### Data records
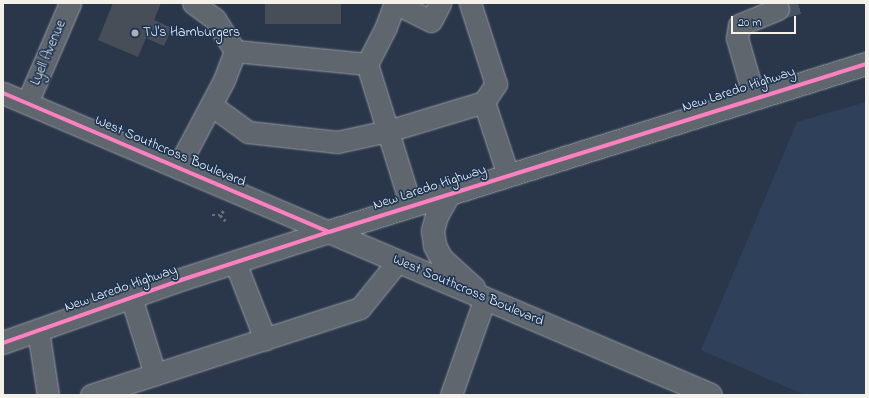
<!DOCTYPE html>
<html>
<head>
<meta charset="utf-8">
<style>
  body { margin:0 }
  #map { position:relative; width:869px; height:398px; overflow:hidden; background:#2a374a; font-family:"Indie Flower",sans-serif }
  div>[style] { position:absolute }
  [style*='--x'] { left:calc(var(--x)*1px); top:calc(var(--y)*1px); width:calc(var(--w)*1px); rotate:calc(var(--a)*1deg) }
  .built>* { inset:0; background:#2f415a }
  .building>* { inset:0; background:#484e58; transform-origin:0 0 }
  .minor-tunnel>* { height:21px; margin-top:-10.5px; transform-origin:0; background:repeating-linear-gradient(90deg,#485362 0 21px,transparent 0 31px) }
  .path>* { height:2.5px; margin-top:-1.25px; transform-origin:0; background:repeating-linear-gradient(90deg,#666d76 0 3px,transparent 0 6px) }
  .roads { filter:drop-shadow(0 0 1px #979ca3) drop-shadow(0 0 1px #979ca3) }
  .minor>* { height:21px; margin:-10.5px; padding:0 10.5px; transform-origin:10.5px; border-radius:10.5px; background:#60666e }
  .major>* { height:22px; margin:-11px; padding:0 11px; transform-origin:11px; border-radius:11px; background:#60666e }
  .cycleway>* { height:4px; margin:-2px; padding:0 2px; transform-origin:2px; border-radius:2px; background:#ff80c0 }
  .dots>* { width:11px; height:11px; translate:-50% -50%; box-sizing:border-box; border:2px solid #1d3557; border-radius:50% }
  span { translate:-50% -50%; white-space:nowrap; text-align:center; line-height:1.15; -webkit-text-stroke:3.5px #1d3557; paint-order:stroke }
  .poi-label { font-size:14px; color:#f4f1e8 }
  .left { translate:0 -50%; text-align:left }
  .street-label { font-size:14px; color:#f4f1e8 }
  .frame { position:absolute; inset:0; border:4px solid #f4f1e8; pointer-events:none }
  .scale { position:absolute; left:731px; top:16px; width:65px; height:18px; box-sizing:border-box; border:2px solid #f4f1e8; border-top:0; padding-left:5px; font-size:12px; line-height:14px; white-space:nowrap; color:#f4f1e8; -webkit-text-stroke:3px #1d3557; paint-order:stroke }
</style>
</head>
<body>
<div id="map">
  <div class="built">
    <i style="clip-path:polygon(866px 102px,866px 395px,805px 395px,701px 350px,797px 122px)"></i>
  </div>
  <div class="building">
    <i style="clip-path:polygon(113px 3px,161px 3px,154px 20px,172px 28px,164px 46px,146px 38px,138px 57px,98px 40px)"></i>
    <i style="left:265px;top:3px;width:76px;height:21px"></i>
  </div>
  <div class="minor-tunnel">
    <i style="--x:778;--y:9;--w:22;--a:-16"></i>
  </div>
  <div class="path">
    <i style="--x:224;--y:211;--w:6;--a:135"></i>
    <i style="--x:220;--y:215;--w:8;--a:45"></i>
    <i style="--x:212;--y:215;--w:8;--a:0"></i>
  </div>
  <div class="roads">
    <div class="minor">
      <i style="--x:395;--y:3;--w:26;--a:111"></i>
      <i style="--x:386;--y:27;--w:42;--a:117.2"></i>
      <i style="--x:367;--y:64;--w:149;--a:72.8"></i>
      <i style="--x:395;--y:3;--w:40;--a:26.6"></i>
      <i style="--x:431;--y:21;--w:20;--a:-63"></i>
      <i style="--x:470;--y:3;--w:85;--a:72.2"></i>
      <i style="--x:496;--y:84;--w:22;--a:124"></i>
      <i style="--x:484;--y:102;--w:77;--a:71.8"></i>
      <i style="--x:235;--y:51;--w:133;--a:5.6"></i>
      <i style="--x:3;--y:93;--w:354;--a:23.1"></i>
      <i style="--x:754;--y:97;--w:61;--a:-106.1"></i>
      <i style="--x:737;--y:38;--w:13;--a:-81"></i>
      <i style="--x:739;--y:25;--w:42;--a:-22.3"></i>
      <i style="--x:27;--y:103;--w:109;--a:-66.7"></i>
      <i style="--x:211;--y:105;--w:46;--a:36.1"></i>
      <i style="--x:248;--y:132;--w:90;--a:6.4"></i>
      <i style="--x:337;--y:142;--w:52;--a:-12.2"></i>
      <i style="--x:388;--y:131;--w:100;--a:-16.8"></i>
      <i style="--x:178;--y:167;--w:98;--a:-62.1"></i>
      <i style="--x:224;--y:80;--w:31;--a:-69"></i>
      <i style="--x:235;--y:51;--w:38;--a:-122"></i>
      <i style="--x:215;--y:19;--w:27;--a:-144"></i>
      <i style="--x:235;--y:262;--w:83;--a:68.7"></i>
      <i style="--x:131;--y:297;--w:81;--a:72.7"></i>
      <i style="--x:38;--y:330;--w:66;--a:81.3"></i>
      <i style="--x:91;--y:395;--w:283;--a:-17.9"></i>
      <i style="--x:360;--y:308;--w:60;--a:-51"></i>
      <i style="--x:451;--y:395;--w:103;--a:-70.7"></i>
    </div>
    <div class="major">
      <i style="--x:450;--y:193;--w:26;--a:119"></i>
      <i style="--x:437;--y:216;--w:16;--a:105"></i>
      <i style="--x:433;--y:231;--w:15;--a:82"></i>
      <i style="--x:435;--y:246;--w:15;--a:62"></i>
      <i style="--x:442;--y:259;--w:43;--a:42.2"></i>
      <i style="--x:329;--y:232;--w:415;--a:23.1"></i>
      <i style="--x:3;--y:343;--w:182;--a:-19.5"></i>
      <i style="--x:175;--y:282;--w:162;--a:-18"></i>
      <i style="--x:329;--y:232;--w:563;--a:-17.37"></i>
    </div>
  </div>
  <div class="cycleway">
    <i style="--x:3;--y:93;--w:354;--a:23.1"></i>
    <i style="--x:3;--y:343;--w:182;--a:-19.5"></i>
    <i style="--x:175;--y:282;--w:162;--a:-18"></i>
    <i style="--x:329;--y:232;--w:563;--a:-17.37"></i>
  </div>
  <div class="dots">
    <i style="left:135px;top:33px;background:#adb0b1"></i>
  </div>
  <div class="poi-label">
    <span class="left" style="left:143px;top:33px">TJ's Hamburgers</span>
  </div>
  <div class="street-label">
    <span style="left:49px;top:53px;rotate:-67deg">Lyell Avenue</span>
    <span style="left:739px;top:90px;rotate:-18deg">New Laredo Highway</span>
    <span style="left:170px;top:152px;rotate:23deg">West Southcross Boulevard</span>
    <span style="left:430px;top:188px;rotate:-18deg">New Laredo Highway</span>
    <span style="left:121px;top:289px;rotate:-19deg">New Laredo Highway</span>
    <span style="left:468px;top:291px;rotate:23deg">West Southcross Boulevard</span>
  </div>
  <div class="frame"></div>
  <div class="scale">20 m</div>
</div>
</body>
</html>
* * *
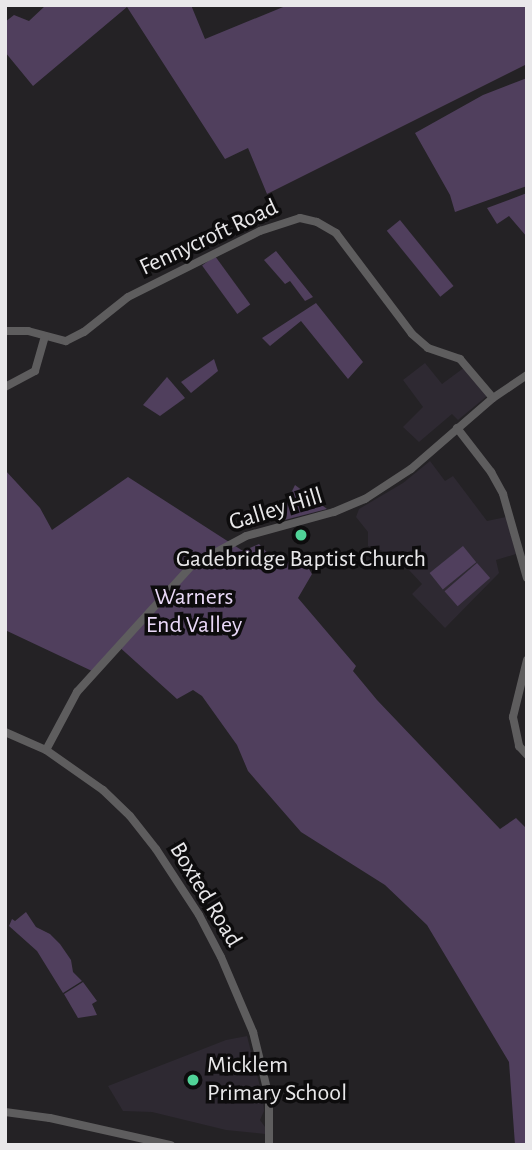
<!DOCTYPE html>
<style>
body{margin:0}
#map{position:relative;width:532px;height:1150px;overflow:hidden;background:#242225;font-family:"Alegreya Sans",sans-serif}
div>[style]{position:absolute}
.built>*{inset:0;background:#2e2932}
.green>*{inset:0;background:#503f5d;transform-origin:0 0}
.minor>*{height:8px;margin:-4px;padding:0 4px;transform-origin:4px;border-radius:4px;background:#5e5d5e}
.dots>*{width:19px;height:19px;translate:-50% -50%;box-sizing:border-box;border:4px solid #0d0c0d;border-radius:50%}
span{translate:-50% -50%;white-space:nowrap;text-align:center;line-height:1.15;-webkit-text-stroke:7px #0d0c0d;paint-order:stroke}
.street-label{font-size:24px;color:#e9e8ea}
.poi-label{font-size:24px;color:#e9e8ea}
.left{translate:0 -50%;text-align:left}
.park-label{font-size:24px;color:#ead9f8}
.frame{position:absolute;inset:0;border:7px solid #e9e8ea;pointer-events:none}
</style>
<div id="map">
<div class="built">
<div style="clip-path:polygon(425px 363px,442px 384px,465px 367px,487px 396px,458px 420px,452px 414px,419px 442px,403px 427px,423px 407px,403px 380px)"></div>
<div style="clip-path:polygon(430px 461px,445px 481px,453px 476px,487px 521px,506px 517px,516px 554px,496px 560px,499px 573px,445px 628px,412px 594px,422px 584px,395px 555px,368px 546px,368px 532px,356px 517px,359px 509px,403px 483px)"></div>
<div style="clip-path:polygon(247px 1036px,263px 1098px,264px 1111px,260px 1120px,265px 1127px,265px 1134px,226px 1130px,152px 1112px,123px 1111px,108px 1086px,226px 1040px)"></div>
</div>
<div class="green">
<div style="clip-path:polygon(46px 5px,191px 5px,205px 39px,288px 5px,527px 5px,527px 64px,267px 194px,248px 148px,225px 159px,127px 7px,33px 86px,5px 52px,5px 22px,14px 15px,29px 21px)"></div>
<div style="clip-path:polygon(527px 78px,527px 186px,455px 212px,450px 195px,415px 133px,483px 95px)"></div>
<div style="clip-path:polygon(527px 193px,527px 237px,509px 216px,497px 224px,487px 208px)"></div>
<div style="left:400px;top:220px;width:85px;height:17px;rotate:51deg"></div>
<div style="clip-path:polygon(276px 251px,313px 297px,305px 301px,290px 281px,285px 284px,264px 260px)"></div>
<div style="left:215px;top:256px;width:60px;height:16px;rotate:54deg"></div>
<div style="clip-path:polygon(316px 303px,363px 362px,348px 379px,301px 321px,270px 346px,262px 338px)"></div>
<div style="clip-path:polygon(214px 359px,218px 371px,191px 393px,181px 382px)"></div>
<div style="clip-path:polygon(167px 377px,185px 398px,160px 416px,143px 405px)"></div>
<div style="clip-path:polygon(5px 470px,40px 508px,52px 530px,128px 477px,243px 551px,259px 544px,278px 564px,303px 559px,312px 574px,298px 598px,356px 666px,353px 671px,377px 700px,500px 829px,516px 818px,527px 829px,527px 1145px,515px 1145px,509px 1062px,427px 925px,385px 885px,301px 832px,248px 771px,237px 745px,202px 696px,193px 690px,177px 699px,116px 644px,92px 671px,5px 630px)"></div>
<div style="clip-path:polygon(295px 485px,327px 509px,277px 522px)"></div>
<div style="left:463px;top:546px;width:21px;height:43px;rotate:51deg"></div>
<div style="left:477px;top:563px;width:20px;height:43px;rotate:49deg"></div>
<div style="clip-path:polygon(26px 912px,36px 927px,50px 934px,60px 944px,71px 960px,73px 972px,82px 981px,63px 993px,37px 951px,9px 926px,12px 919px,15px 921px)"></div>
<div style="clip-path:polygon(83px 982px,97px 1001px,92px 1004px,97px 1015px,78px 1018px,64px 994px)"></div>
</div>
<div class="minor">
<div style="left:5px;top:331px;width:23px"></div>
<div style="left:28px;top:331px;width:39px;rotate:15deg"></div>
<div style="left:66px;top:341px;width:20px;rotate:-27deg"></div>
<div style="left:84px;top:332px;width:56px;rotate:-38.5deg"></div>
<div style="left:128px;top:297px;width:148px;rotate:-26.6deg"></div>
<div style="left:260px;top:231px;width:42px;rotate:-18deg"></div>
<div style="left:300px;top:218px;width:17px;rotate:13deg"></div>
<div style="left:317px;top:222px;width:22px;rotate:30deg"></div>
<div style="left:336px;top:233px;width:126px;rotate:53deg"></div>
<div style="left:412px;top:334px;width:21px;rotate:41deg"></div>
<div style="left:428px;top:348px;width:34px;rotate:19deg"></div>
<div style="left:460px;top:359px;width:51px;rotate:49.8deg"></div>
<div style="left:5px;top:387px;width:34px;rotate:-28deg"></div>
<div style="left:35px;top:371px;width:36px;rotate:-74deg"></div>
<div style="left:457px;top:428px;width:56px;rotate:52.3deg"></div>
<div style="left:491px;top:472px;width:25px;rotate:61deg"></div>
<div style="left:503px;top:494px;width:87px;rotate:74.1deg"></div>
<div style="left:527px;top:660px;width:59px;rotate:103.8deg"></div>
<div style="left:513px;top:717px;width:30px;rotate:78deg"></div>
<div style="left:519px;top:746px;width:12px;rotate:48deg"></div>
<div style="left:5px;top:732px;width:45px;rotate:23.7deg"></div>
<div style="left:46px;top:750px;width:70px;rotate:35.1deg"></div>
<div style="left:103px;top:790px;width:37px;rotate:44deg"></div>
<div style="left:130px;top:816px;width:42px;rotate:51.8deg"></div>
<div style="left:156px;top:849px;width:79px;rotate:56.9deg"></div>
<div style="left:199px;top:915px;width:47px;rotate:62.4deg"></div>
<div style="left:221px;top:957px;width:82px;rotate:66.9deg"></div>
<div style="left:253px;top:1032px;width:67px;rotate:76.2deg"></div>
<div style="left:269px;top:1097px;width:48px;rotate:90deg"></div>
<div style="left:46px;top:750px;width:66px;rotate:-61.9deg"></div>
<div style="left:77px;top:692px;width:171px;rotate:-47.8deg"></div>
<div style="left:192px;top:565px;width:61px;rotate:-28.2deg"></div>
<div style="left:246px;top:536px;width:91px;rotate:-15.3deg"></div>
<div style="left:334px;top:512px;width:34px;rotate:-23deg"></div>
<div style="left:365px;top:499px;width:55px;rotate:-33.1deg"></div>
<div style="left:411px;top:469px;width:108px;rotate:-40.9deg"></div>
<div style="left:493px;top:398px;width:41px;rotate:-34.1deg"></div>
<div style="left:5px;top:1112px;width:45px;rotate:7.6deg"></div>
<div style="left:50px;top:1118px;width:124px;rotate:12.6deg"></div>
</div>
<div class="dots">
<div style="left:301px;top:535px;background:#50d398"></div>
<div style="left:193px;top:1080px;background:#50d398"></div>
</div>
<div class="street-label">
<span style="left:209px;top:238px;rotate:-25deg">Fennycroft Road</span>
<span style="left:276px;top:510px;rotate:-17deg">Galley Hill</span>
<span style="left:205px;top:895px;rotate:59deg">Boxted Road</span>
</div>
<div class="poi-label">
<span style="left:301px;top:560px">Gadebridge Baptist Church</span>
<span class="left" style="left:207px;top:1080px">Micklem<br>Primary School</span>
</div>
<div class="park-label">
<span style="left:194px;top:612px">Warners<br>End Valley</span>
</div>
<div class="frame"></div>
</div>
--
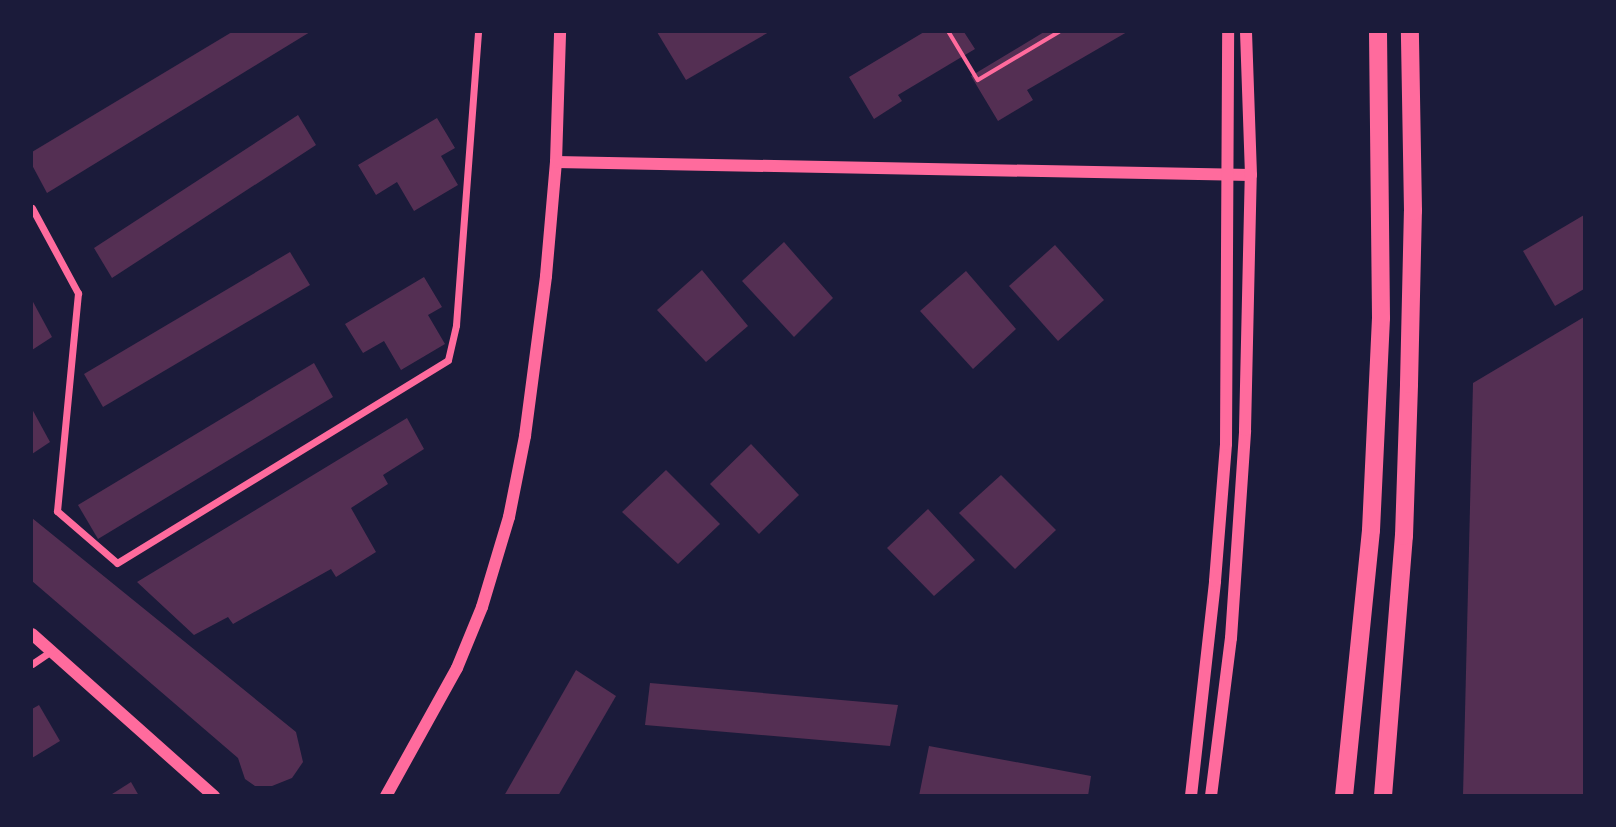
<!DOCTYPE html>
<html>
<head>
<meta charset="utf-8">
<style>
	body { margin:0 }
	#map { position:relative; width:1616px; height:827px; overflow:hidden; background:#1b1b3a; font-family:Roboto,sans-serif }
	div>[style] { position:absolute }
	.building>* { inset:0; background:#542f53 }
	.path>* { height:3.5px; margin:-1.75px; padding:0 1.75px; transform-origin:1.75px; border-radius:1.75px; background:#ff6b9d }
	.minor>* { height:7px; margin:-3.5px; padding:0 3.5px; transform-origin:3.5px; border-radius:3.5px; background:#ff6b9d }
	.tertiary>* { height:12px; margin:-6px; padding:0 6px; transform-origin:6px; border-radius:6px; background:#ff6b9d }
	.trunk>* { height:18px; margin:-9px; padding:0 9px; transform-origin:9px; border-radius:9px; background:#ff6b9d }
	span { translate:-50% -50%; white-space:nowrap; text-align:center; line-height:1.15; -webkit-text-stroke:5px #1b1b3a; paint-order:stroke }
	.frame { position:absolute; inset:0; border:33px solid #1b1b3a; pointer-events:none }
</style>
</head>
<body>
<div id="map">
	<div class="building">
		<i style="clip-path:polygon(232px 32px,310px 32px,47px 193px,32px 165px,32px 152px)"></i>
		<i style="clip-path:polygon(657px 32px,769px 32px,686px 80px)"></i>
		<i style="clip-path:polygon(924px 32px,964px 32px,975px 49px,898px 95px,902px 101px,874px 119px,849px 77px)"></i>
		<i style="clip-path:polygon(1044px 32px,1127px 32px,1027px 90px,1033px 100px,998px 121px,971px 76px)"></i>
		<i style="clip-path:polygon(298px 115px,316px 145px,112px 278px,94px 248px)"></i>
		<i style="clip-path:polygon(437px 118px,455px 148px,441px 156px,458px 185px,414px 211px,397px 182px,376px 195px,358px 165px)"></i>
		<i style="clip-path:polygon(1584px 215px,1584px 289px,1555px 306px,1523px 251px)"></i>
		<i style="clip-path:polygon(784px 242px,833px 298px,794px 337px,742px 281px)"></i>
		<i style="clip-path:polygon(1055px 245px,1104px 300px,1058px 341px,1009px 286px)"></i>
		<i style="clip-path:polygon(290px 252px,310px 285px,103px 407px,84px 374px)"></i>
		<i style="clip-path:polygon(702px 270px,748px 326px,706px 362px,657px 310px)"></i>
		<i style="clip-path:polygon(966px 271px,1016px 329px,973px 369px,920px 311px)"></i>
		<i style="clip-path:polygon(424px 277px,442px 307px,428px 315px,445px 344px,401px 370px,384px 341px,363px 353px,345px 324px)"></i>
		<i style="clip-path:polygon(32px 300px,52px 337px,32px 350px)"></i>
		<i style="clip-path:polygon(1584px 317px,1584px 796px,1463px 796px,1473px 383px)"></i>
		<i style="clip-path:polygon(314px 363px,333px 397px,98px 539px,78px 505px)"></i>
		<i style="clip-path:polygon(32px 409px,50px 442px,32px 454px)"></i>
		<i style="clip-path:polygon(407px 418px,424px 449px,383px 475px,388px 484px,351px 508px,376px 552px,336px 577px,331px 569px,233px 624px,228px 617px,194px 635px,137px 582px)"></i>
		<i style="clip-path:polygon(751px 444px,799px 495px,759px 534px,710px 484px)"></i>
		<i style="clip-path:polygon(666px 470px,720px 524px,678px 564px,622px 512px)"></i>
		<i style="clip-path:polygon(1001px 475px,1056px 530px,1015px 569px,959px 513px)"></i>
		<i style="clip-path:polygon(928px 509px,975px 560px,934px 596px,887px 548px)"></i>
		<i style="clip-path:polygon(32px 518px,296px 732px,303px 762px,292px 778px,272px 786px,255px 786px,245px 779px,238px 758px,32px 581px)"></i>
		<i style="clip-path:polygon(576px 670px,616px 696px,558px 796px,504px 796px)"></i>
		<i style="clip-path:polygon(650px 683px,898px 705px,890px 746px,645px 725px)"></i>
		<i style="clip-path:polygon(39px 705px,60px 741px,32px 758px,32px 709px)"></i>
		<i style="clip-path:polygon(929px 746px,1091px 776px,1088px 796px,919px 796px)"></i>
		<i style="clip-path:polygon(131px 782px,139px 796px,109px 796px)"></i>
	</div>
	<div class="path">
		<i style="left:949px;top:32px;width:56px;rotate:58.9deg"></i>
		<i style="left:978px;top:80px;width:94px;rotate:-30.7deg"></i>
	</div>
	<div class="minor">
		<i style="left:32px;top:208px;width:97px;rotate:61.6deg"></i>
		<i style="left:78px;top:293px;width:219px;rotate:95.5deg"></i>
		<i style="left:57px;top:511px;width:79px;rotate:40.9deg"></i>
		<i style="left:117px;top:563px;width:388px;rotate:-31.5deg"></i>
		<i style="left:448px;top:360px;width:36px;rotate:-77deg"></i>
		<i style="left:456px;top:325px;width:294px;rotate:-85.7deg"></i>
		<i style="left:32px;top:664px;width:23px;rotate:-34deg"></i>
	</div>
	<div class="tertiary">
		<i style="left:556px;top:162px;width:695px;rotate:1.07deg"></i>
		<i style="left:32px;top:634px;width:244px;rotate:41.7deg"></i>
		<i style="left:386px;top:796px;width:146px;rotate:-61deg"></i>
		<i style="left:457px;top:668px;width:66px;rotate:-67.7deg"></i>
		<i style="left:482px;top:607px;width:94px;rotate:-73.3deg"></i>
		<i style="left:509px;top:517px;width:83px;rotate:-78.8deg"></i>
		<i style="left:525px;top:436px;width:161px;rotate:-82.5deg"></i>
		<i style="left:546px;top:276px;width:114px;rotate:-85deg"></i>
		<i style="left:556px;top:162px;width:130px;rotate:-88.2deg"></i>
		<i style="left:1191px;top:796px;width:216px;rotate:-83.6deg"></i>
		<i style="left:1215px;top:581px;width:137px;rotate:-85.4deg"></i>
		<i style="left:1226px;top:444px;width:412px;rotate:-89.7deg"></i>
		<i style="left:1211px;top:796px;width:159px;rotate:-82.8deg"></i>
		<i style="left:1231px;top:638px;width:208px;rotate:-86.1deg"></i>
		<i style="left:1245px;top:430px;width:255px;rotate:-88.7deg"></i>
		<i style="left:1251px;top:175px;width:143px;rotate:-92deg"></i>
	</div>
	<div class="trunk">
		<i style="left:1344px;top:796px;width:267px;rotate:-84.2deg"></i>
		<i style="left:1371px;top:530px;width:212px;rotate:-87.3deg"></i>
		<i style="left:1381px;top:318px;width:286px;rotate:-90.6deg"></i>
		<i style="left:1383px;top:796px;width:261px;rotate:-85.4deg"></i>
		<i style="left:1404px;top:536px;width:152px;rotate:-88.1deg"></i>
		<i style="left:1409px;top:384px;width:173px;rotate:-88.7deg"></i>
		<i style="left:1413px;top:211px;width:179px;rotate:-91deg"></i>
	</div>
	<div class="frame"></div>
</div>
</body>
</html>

### Your task
Check each line above for the string "green", then copy the ones that have it.

### Problem solution
.green>*{inset:0;background:#503f5d;transform-origin:0 0}
<div class="green">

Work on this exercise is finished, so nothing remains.